A questo si aggiunge il crescere del costo della vita non paritario all’aumento degli stipendi:
«A livello internazionale la spesa accessibile per una casa (quindi, affitto e bollette) è pari al 30% di uno stipendio – continua la docente – se ipotizziamo, quindi, un salario di 1.500 neuro al mese, vorrebbe dire 450 euro; ma questa cifra rappresenta oggi solo la spesa per i consumi. Un problema che attanaglia non solo i giovani ma tutte le famiglie con un conseguente incremento della povertà energetica che implica ulteriori disuguaglianze sociali. Solo per fare un esempio, se si vive in una casa fredda, diventa più difficile anche studiare».
Altra problematica italiana, quella di aver costruito un sistema di welfare familiaristico, nel quale l’accesso alla casa, e dunque l’acquisto, diventava un affare di famiglia (come cita Padovani in un articolo degli anni Ottanta) in quanto venivano mobilitati i risparmi del nucleo. Anche in questo caso un meccanismo che acuiva le disparità: chi aveva alle spalle una famiglia d’origine con delle possibilità riusciva ad acquistare casa, altrimenti no.
«L’Italia, poi, è il Paese europeo con il più basso tasso di accesso all’università e la più bassa mobilità territoriale, dopo la fase post bellica – continua Mugnano – in quanto negli anni Novanta i figli continuavano a vivere vicini ai genitori, non per amore ma per forza, perché il punto di riferimento rimaneva la famiglia d’origine soprattutto per la cura dei nipoti.
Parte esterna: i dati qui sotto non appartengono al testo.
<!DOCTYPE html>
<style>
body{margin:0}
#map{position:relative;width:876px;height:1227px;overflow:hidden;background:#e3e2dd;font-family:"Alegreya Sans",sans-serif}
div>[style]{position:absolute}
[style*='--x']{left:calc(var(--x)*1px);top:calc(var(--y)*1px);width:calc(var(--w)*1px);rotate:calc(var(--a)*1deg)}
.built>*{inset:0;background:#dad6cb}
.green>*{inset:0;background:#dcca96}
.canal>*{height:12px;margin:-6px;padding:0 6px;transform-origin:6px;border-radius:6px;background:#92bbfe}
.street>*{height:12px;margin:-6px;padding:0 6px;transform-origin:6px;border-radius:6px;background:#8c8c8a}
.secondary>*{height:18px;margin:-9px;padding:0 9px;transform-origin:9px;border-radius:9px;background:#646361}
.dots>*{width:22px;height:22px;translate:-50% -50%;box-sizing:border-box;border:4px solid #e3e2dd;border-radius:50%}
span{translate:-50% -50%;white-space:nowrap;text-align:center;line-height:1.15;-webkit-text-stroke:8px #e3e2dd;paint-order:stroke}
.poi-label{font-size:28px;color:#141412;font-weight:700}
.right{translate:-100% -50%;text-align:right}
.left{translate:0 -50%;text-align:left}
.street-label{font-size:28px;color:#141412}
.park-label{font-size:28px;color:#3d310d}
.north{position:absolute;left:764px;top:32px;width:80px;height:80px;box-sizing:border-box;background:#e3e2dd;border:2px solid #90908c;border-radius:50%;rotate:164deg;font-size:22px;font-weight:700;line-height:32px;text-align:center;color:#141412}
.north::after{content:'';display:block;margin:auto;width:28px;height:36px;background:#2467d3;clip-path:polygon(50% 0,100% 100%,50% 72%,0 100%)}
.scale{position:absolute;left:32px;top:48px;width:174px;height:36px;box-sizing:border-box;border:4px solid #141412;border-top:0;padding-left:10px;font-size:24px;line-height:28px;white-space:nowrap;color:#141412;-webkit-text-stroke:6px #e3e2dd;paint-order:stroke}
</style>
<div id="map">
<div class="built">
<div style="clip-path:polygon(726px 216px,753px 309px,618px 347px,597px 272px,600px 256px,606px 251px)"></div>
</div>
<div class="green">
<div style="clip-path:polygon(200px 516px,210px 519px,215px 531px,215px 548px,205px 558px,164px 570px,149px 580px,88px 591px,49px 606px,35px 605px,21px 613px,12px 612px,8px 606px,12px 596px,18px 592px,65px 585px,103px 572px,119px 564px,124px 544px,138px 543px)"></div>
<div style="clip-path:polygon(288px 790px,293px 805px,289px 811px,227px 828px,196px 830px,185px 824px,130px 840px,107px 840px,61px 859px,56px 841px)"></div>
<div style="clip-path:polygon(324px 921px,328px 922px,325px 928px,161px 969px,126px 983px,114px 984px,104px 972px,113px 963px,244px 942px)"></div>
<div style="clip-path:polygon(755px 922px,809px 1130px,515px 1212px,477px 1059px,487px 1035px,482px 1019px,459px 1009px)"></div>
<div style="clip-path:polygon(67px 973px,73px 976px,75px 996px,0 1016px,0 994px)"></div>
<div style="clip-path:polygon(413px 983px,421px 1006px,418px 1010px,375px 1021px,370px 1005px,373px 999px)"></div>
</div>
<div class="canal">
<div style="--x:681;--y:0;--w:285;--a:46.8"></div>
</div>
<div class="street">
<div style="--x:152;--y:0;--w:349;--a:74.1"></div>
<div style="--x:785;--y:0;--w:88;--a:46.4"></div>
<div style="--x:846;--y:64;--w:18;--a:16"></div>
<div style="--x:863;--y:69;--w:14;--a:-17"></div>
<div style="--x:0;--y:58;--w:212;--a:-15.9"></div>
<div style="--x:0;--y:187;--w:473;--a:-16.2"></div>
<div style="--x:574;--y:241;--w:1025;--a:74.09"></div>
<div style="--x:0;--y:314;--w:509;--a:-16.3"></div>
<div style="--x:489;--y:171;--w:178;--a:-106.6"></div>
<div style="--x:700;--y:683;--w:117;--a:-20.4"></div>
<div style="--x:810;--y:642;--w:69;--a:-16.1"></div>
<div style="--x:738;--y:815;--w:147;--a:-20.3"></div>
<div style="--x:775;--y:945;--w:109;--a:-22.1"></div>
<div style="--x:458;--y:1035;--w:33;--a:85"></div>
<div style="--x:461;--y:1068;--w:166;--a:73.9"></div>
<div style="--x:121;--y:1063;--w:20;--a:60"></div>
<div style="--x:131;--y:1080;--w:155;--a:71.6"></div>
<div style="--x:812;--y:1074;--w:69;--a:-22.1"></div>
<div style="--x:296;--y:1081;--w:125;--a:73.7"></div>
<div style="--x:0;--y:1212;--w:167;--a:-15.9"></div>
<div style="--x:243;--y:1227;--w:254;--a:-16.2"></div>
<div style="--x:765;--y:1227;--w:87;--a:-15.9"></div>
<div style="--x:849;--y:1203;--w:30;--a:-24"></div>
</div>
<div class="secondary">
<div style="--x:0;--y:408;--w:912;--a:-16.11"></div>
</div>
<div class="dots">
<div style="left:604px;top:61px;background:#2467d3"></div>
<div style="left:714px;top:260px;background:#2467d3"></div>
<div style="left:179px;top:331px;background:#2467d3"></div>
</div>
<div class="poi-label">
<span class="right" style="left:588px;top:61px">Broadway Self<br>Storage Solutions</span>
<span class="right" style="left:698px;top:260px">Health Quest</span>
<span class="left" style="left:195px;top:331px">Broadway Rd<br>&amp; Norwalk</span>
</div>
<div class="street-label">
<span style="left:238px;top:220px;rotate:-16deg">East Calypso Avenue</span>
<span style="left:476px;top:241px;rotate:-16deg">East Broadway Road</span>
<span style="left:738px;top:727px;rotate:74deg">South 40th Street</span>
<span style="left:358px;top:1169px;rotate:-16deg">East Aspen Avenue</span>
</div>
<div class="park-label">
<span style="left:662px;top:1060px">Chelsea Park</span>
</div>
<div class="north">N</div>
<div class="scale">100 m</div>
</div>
Ancora una volta, la mobilità dalle città più piccole verso le più grandi per studiare (Milano accoglie il 10% di tutti gli studenti universitari italiani) o verso l’estero per ottenere carriere più soddisfacenti è appannaggio dei più abbienti».
Il tema “dell’uscire di casa” deve, quindi, essere letto in maniera più ampia, secondo la sociologa, come tema dell’accesso all’abitare per chi si approccia al mercato per la prima volta:
«Negli anni Novanta erano i flussi migratori che però non avevano voce per far emergere il fenomeno – dice – oggi sono i giovani e si possono vedere. Indipendenza abitativa significa entrare nella vita adulta e quindi crescita per i giovani. Molti, per forza, scelgono l’estero per rientrare in politiche di accesso alla casa molto più facile. Noi abbiamo sostenuto una struttura che vede poche case disponibili per l’affitto con assenza di tutele per gli inquilini che possono veder aumentare il canone, e per i proprietari».
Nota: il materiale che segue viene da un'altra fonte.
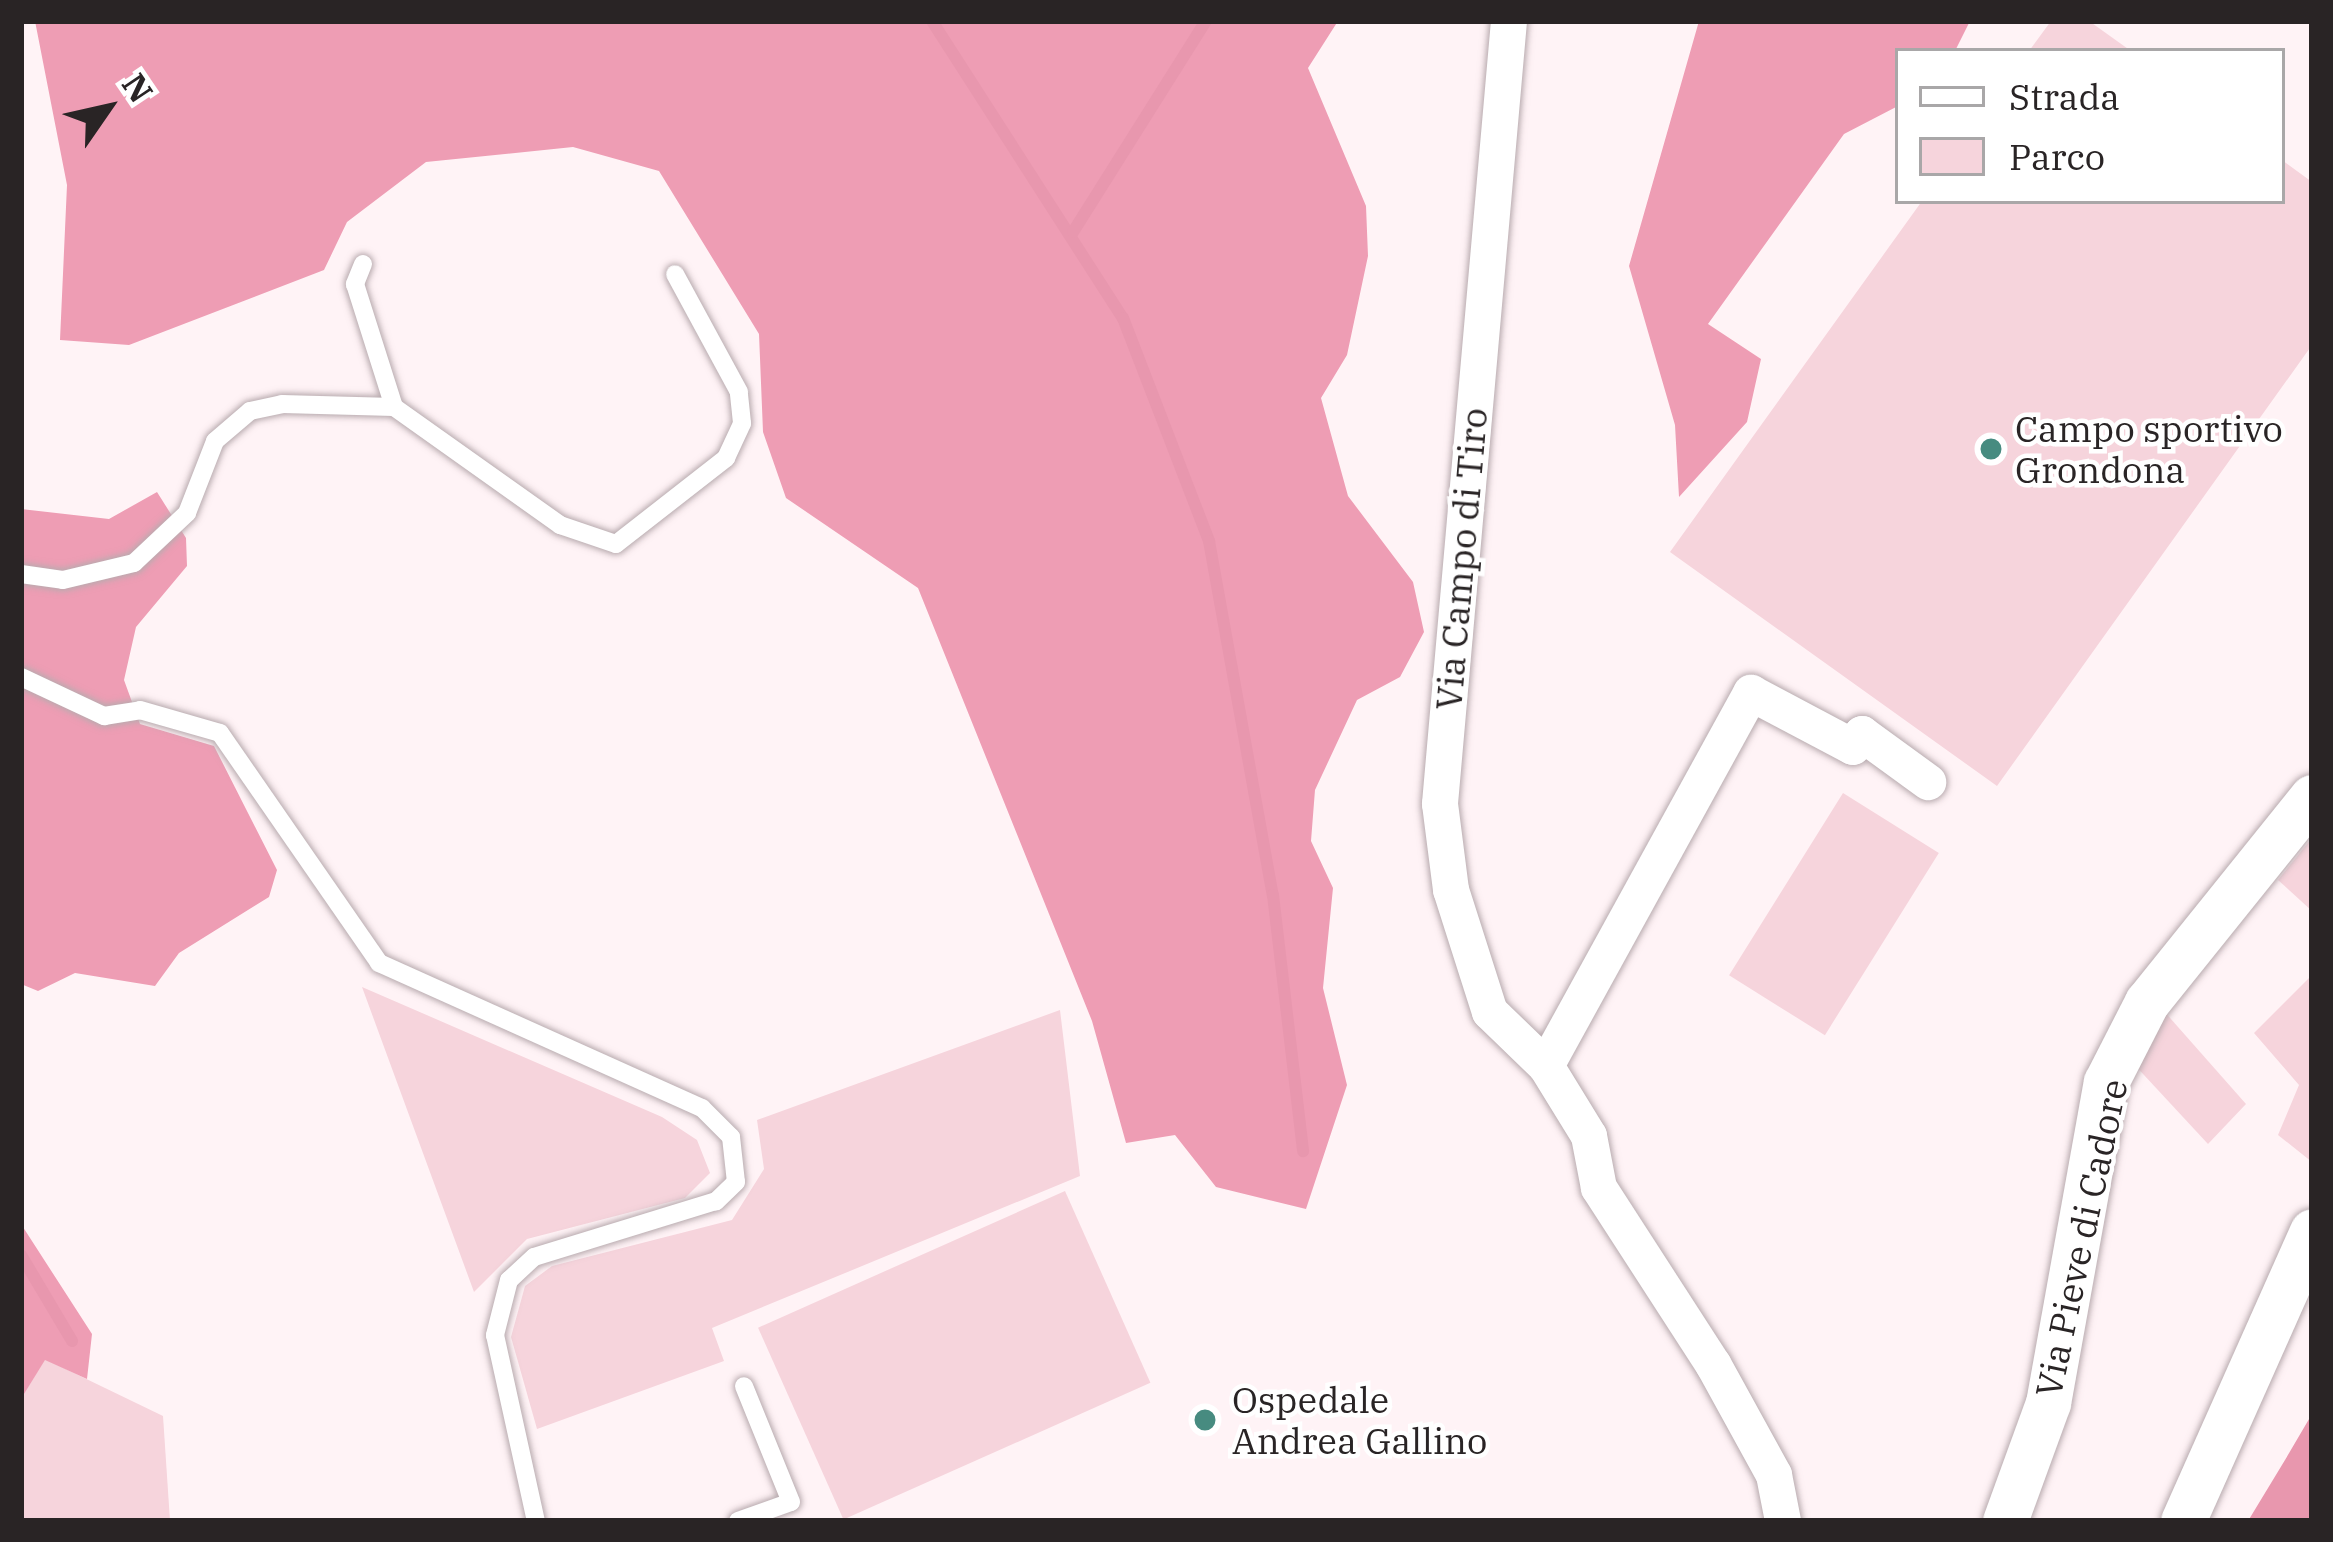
<!DOCTYPE html>
<style>
body{margin:0}
#map{position:relative;width:2333px;height:1542px;overflow:hidden;background:#fff3f6;font-family:"IBM Plex Serif",serif}
div>[style]{position:absolute}
.green>*{inset:0;background:#f6d4dc;transform-origin:0 0}
.forest>*{inset:0;background:#ee9db4}
.water>*{inset:0;background:#e897ae}
.stream>*{height:12px;margin:-6px;padding:0 6px;transform-origin:6px;border-radius:6px;background:#e897ae}
.roads{filter:drop-shadow(0 0 3px #b9abaf) drop-shadow(0 0 3px #b9abaf)}
.service>*{height:18px;margin:-9px;padding:0 9px;transform-origin:9px;border-radius:9px;background:#fff}
.minor>*{height:36px;margin:-18px;padding:0 18px;transform-origin:18px;border-radius:18px;background:#fff}
.tertiary>*{height:45px;margin:-22.5px;padding:0 22.5px;transform-origin:22.5px;border-radius:22.5px;background:#fff}
.dots>*{width:33px;height:33px;translate:-50% -50%;box-sizing:border-box;border:6px solid #fff;border-radius:50%}
span{translate:-50% -50%;white-space:nowrap;text-align:center;line-height:1.15;-webkit-text-stroke:9px #fff;paint-order:stroke}
.poi-label{font-size:36px;color:#292425}
.left{translate:0 -50%;text-align:left}
.street-label{font-size:36px;color:#292425}
.frame{position:absolute;inset:0;border:24px solid #292425;pointer-events:none}
.legend{position:absolute;left:1895px;top:48px;width:390px;height:156px;box-sizing:border-box;background:#fff;border:3px solid #a9a7a8;margin:0;padding:15px 21px;list-style:none;font-size:36px;color:#292425}
.legend li{display:flex;align-items:center;gap:24px;height:60px}
.legend b{width:60px;border:3px solid #a9a7a8}
.north{position:absolute;left:48px;top:48px;width:120px;height:120px;-webkit-text-stroke:9px #fff;paint-order:stroke;rotate:56deg;font-size:33px;font-weight:700;line-height:48px;text-align:center;color:#292425}
.north::after{content:'';display:block;margin:auto;width:42px;height:54px;background:#292425;clip-path:polygon(50% 0,100% 100%,50% 72%,0 100%)}
</style>
<div id="map">
<div class="green">
<div style="clip-path:polygon(2051px 21px,2089px 21px,2131px 51px,2029px 51px)"></div>
<div style="clip-path:polygon(2282px 160px,2312px 182px,2312px 345px,1997px 786px,1670px 552px,1922px 201px,2282px 201px)"></div>
<div style="left:1843px;top:793px;width:113px;height:215px;rotate:32deg"></div>
<div style="clip-path:polygon(2312px 838px,2312px 911px,2278px 880px)"></div>
<div style="clip-path:polygon(2312px 975px,2312px 1162px,2278px 1135px,2299px 1085px,2254px 1033px)"></div>
<div style="clip-path:polygon(362px 987px,662px 1117px,697px 1140px,710px 1173px,685px 1198px,527px 1239px,474px 1292px)"></div>
<div style="clip-path:polygon(1060px 1010px,1080px 1176px,712px 1328px,724px 1361px,537px 1429px,511px 1337px,525px 1286px,552px 1266px,732px 1220px,764px 1169px,757px 1120px)"></div>
<div style="clip-path:polygon(2163px 1010px,2246px 1104px,2208px 1144px,2131px 1061px)"></div>
<div style="left:1065px;top:1191px;width:210px;height:336px;rotate:66deg"></div>
<div style="clip-path:polygon(45px 1359px,163px 1416px,170px 1521px,21px 1521px,21px 1399px)"></div>
</div>
<div class="forest">
<div style="clip-path:polygon(35px 21px,1338px 21px,1308px 68px,1366px 206px,1368px 256px,1347px 355px,1321px 398px,1348px 496px,1413px 582px,1424px 632px,1400px 677px,1357px 700px,1315px 790px,1311px 841px,1333px 888px,1323px 988px,1347px 1085px,1306px 1209px,1216px 1187px,1175px 1135px,1126px 1143px,1092px 1021px,918px 588px,786px 498px,763px 432px,759px 334px,659px 171px,573px 147px,426px 162px,347px 222px,324px 270px,129px 345px,60px 340px,67px 185px)"></div>
<div style="clip-path:polygon(1699px 21px,1970px 21px,1955px 51px,1898px 51px,1898px 106px,1844px 134px,1708px 324px,1761px 359px,1747px 422px,1679px 497px,1675px 425px,1629px 266px)"></div>
<div style="clip-path:polygon(157px 492px,186px 538px,187px 566px,136px 627px,124px 680px,140px 724px,214px 746px,277px 870px,269px 897px,179px 953px,155px 986px,75px 973px,38px 991px,21px 984px,21px 509px,109px 519px)"></div>
<div style="clip-path:polygon(21px 1224px,92px 1334px,87px 1379px,45px 1360px,21px 1399px)"></div>
</div>
<div class="water">
<div style="clip-path:polygon(2312px 1414px,2312px 1521px,2248px 1521px,2285px 1460px)"></div>
</div>
<div class="stream">
<div style="left:932px;top:21px;width:353px;rotate:57.3deg"></div>
<div style="left:1123px;top:318px;width:239px;rotate:68.9deg"></div>
<div style="left:1209px;top:541px;width:360px;rotate:79.8deg"></div>
<div style="left:1273px;top:895px;width:258px;rotate:83.3deg"></div>
<div style="left:1073px;top:232px;width:249px;rotate:-57.8deg"></div>
<div style="left:21px;top:1255px;width:100px;rotate:59.3deg"></div>
</div>
<div class="roads">
<div class="service">
<div style="left:363px;top:264px;width:22px;rotate:112deg"></div>
<div style="left:355px;top:284px;width:129px;rotate:72.4deg"></div>
<div style="left:21px;top:574px;width:42px;rotate:8.1deg"></div>
<div style="left:63px;top:580px;width:73px;rotate:-13.5deg"></div>
<div style="left:134px;top:563px;width:73px;rotate:-43.3deg"></div>
<div style="left:187px;top:513px;width:77px;rotate:-68.7deg"></div>
<div style="left:215px;top:441px;width:46px;rotate:-40.6deg"></div>
<div style="left:250px;top:411px;width:33px;rotate:-12deg"></div>
<div style="left:282px;top:404px;width:112px;rotate:1.5deg"></div>
<div style="left:394px;top:407px;width:204px;rotate:35.4deg"></div>
<div style="left:560px;top:525px;width:59px;rotate:18.7deg"></div>
<div style="left:616px;top:544px;width:140px;rotate:-38deg"></div>
<div style="left:726px;top:458px;width:38px;rotate:-65deg"></div>
<div style="left:742px;top:423px;width:31px;rotate:-96deg"></div>
<div style="left:739px;top:392px;width:134px;rotate:-118.5deg"></div>
<div style="left:21px;top:677px;width:92px;rotate:25.2deg"></div>
<div style="left:104px;top:716px;width:36px;rotate:-9deg"></div>
<div style="left:140px;top:710px;width:83px;rotate:16deg"></div>
<div style="left:220px;top:733px;width:280px;rotate:55.3deg"></div>
<div style="left:379px;top:963px;width:354px;rotate:24.2deg"></div>
<div style="left:702px;top:1108px;width:41px;rotate:45deg"></div>
<div style="left:731px;top:1137px;width:45px;rotate:83.7deg"></div>
<div style="left:736px;top:1182px;width:28px;rotate:136deg"></div>
<div style="left:716px;top:1201px;width:190px;rotate:162.9deg"></div>
<div style="left:534px;top:1257px;width:34px;rotate:137deg"></div>
<div style="left:509px;top:1280px;width:57px;rotate:104.3deg"></div>
<div style="left:495px;top:1335px;width:190px;rotate:77.6deg"></div>
<div style="left:738px;top:1521px;width:56px;rotate:-19.7deg"></div>
<div style="left:791px;top:1502px;width:125px;rotate:-112.1deg"></div>
</div>
<div class="minor">
<div style="left:1509px;top:21px;width:786px;rotate:95.04deg"></div>
<div style="left:1440px;top:804px;width:87px;rotate:82.7deg"></div>
<div style="left:1451px;top:890px;width:128px;rotate:72.3deg"></div>
<div style="left:1490px;top:1012px;width:78px;rotate:44deg"></div>
<div style="left:1546px;top:1066px;width:82px;rotate:58.4deg"></div>
<div style="left:1589px;top:1136px;width:53px;rotate:79.1deg"></div>
<div style="left:1599px;top:1188px;width:210px;rotate:57.1deg"></div>
<div style="left:1713px;top:1364px;width:127px;rotate:61.2deg"></div>
<div style="left:1774px;top:1475px;width:47px;rotate:78.9deg"></div>
<div style="left:1546px;top:1066px;width:426px;rotate:-61.2deg"></div>
<div style="left:1751px;top:693px;width:115px;rotate:27.9deg"></div>
<div style="left:1853px;top:747px;width:16px;rotate:-55deg"></div>
<div style="left:1862px;top:734px;width:82px;rotate:36deg"></div>
</div>
<div class="tertiary">
<div style="left:2005px;top:1521px;width:126px;rotate:-70deg"></div>
<div style="left:2048px;top:1403px;width:326px;rotate:-79.8deg"></div>
<div style="left:2106px;top:1082px;width:90px;rotate:-62.9deg"></div>
<div style="left:2147px;top:1002px;width:263px;rotate:-51.2deg"></div>
<div style="left:2183px;top:1521px;width:317px;rotate:-66deg"></div>
</div>
</div>
<div class="dots">
<div style="left:1991px;top:449px;background:#478b80"></div>
<div style="left:1205px;top:1420px;background:#478b80"></div>
</div>
<div class="poi-label">
<span class="left" style="left:2015px;top:449px">Campo sportivo<br>Grondona</span>
<span class="left" style="left:1232px;top:1420px">Ospedale<br>Andrea Gallino</span>
</div>
<div class="street-label">
<span style="left:1461px;top:559px;rotate:-85deg">Via Campo di Tiro</span>
<span style="left:2081px;top:1238px;rotate:-78deg">Via Pieve di Cadore</span>
</div>
<div class="frame"></div>
<ul class="legend">
<li><b style="height:15px;background:#fff"></b>Strada</li>
<li><b style="height:33px;background:#f6d4dc"></b>Parco</li>
</ul>
<div class="north">N</div>
</div>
Uno scenario non favorevole, ma che ha degli spiragli di positività:
«In Lombardia, ad esempio, si sta sviluppando l’housing sociale e si sta ripensando al patrimonio abitativo delle cooperative che riguardano una fetta importante e che oggi necessita di un ricambio generazionale – afferma Mugnano – anche se la precarietà lavorativa non favorisce una visione a lungo termine».
Per quanto riguarda, invece, la crescita dei giovani, i modelli di studentati privati, soprattutto nelle grandi città come Milano, Torino, Bologna e Padova, non sembrano direzionarsi verso un’acquisizione responsabile dell’indipendenza:
«Si tratta di servizi tra l’hotellerie e il villaggio vacanza, quindi un modello che parla di protezione fortissima e non di crescita. Ecco, se ciò che viene fatto è un ulteriore errore, non possiamo essere soddisfatti».